Collected data entries
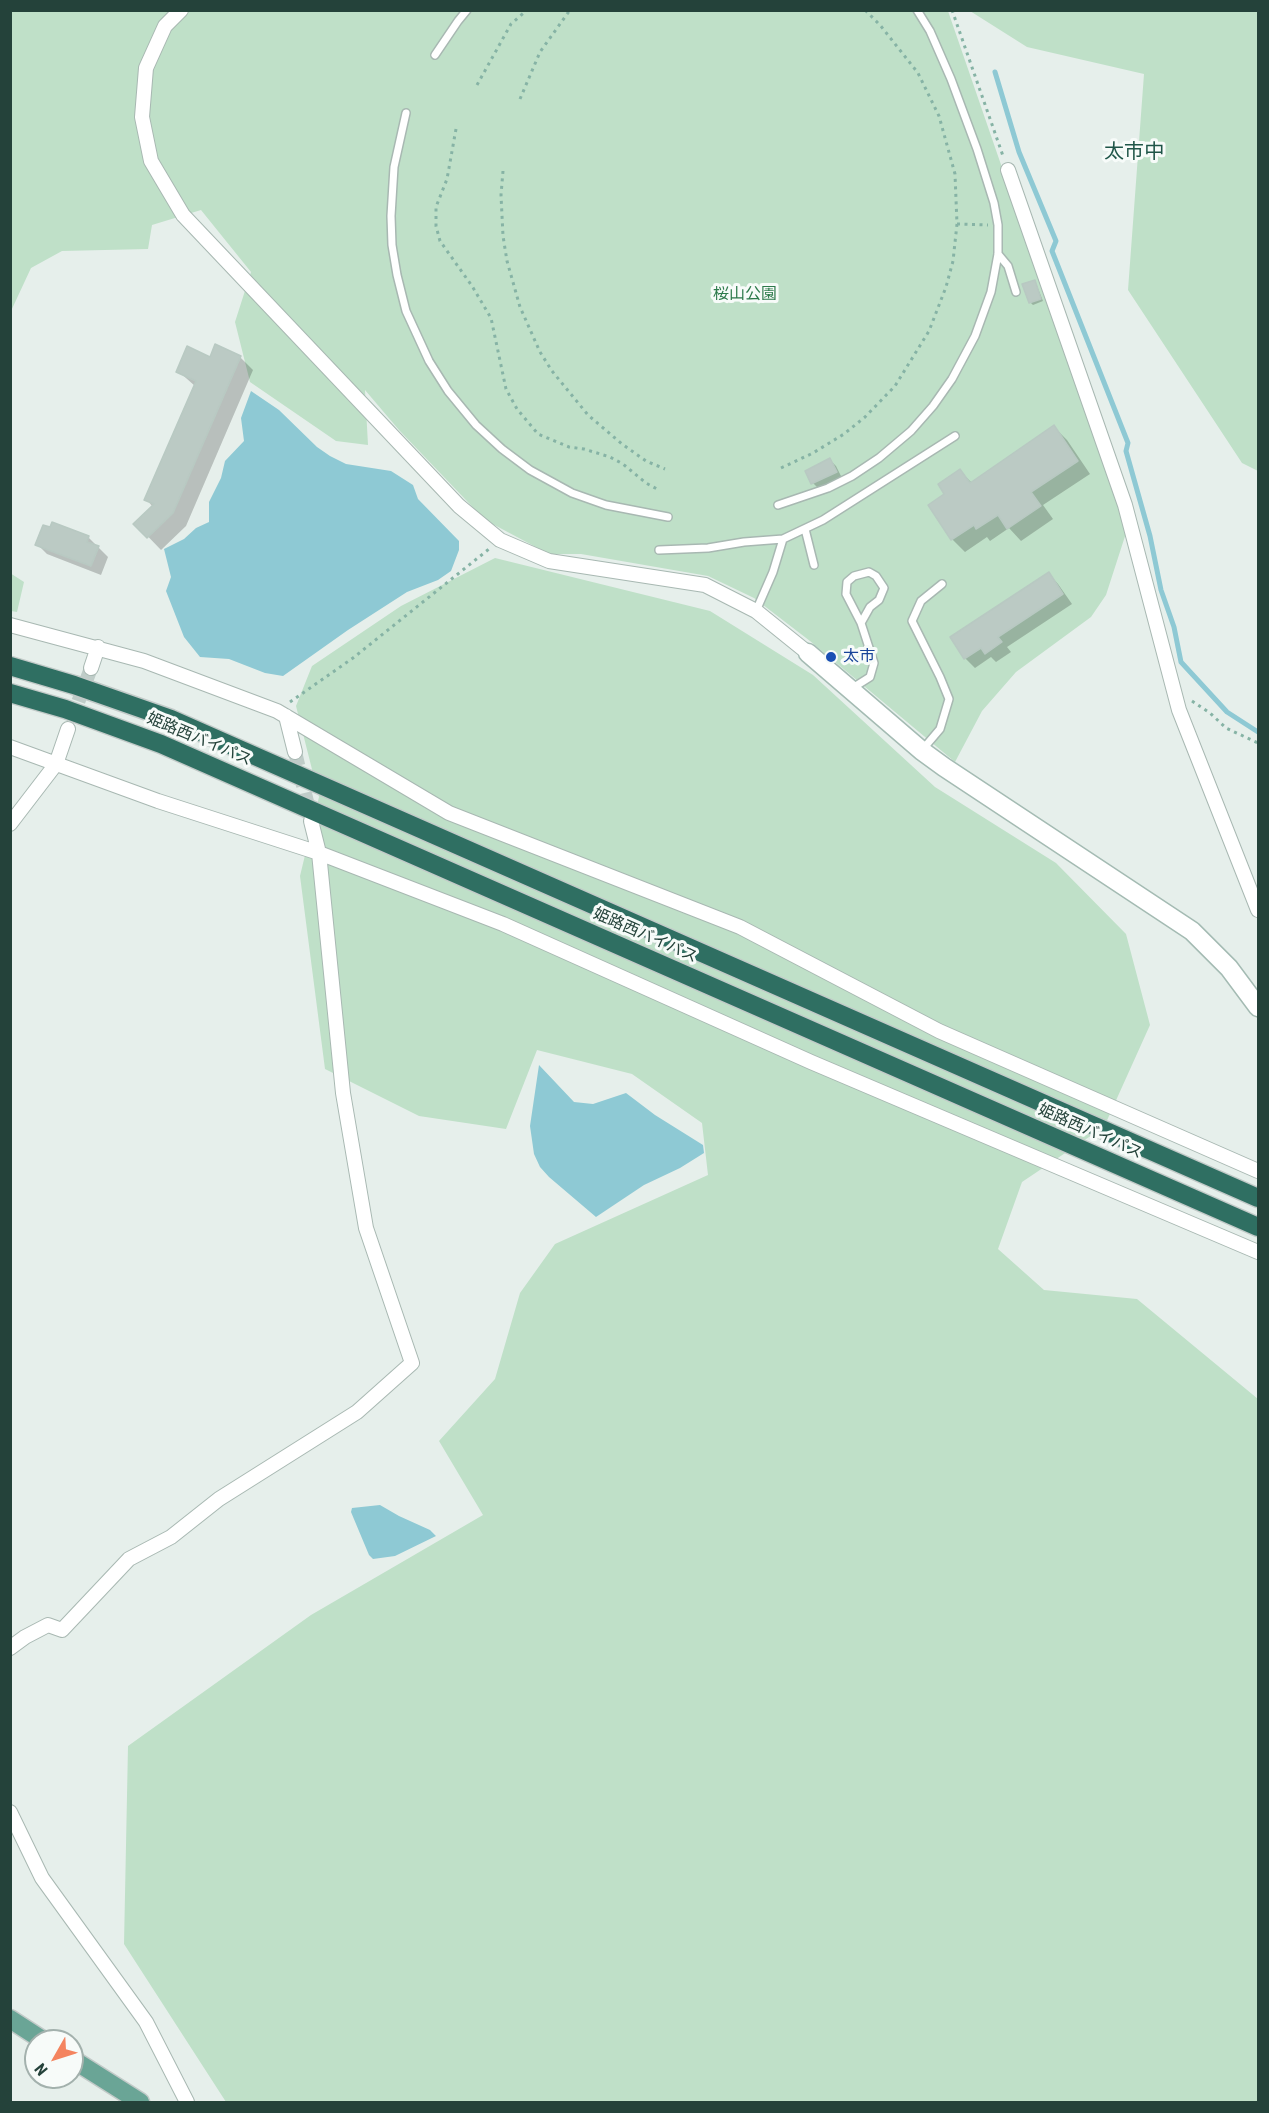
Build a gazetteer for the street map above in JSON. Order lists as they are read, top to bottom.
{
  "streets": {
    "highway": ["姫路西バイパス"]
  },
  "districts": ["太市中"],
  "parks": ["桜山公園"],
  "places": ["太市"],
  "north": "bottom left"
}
* * *
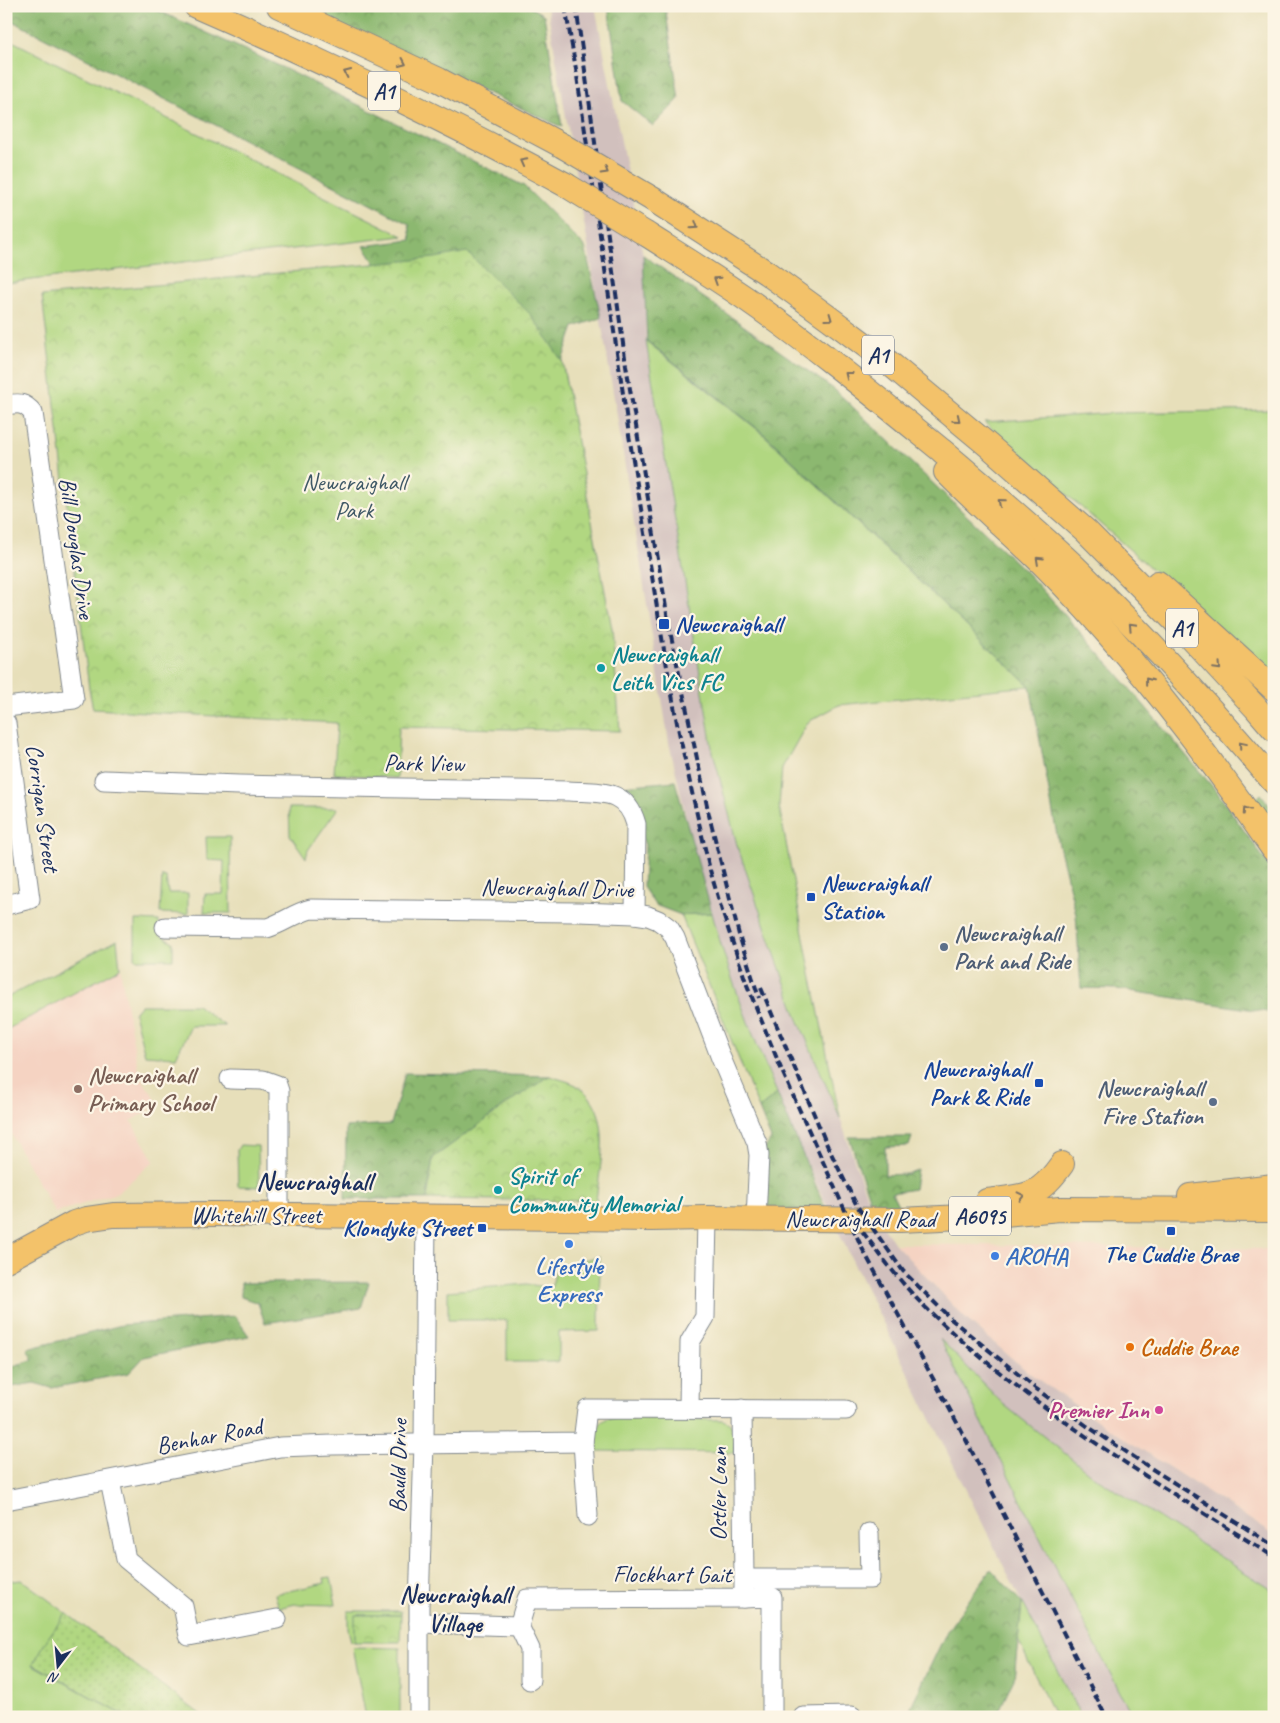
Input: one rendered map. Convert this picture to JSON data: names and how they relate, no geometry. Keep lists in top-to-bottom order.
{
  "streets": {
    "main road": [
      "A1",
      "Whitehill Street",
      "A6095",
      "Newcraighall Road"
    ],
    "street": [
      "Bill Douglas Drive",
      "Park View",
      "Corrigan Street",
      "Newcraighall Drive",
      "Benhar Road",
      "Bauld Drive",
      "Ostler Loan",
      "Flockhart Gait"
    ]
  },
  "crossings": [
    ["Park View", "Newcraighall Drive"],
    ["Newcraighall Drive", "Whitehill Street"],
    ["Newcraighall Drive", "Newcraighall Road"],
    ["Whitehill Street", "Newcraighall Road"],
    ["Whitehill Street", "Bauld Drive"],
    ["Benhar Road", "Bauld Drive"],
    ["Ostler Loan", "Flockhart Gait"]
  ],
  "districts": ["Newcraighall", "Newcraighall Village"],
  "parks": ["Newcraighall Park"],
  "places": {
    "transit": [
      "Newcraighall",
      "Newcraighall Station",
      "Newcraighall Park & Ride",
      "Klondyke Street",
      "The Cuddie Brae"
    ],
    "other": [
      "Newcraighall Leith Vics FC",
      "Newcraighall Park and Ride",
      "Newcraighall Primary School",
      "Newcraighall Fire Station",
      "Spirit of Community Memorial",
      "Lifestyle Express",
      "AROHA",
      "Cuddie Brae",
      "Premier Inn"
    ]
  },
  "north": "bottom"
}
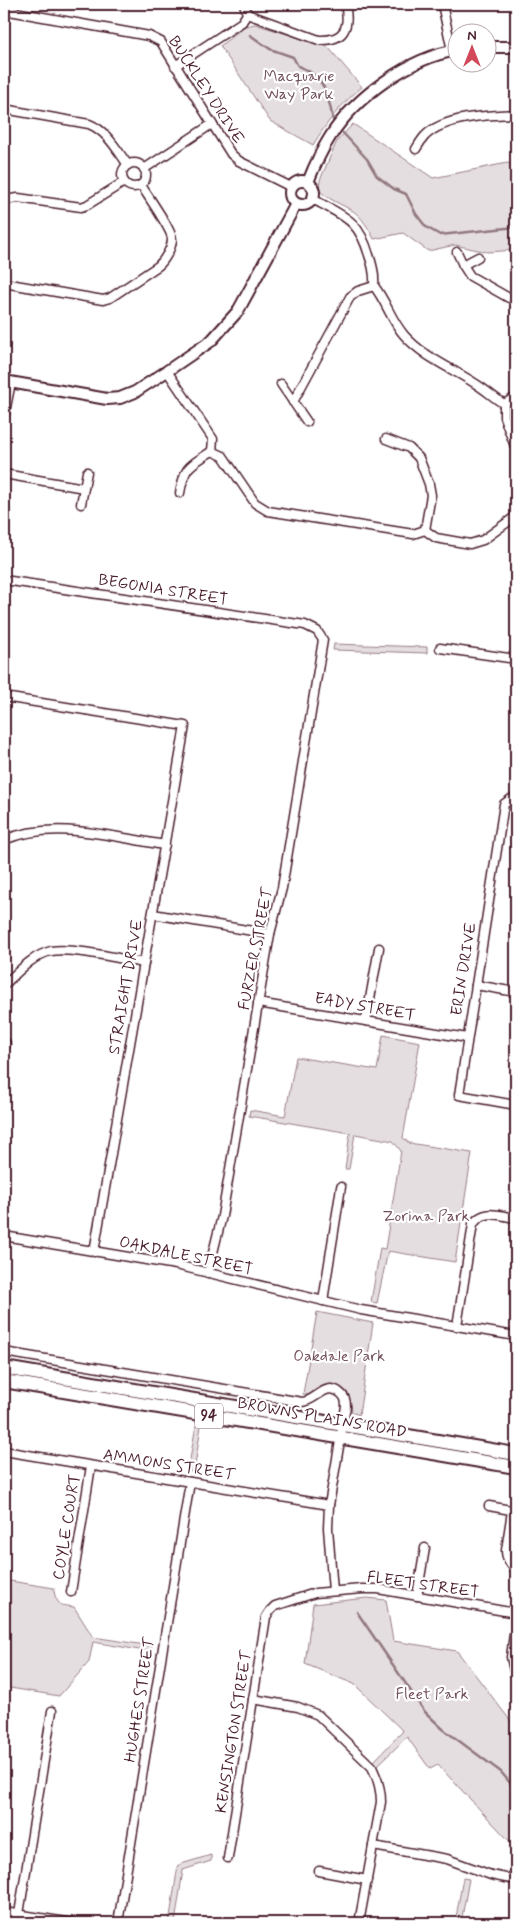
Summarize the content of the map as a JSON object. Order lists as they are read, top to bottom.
...
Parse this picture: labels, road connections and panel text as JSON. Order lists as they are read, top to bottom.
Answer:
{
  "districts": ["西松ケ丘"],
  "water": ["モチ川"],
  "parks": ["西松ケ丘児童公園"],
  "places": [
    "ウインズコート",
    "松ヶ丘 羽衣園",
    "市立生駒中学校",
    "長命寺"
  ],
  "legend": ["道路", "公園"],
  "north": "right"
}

WHAT NEEDS TO BE DONE
After locating the line containing "Input: one rendered" in the entries above, return it and every line after it exactly, ending at the line containing "Summarize the content", without pictures.

RESULT BELOW
Input: one rendered map. Convert this picture to JSON data: names and how they relate, no geometry. Keep lists in top-to-bottom order.
{
  "streets": {
    "main road": [
      "A1",
      "Whitehill Street",
      "A6095",
      "Newcraighall Road"
    ],
    "street": [
      "Bill Douglas Drive",
      "Park View",
      "Corrigan Street",
      "Newcraighall Drive",
      "Benhar Road",
      "Bauld Drive",
      "Ostler Loan",
      "Flockhart Gait"
    ]
  },
  "crossings": [
    ["Park View", "Newcraighall Drive"],
    ["Newcraighall Drive", "Whitehill Street"],
    ["Newcraighall Drive", "Newcraighall Road"],
    ["Whitehill Street", "Newcraighall Road"],
    ["Whitehill Street", "Bauld Drive"],
    ["Benhar Road", "Bauld Drive"],
    ["Ostler Loan", "Flockhart Gait"]
  ],
  "districts": ["Newcraighall", "Newcraighall Village"],
  "parks": ["Newcraighall Park"],
  "places": {
    "transit": [
      "Newcraighall",
      "Newcraighall Station",
      "Newcraighall Park & Ride",
      "Klondyke Street",
      "The Cuddie Brae"
    ],
    "other": [
      "Newcraighall Leith Vics FC",
      "Newcraighall Park and Ride",
      "Newcraighall Primary School",
      "Newcraighall Fire Station",
      "Spirit of Community Memorial",
      "Lifestyle Express",
      "AROHA",
      "Cuddie Brae",
      "Premier Inn"
    ]
  },
  "north": "bottom"
}
Summarize the content of the map as a JSON object. Order lists as they are read, top to bottom.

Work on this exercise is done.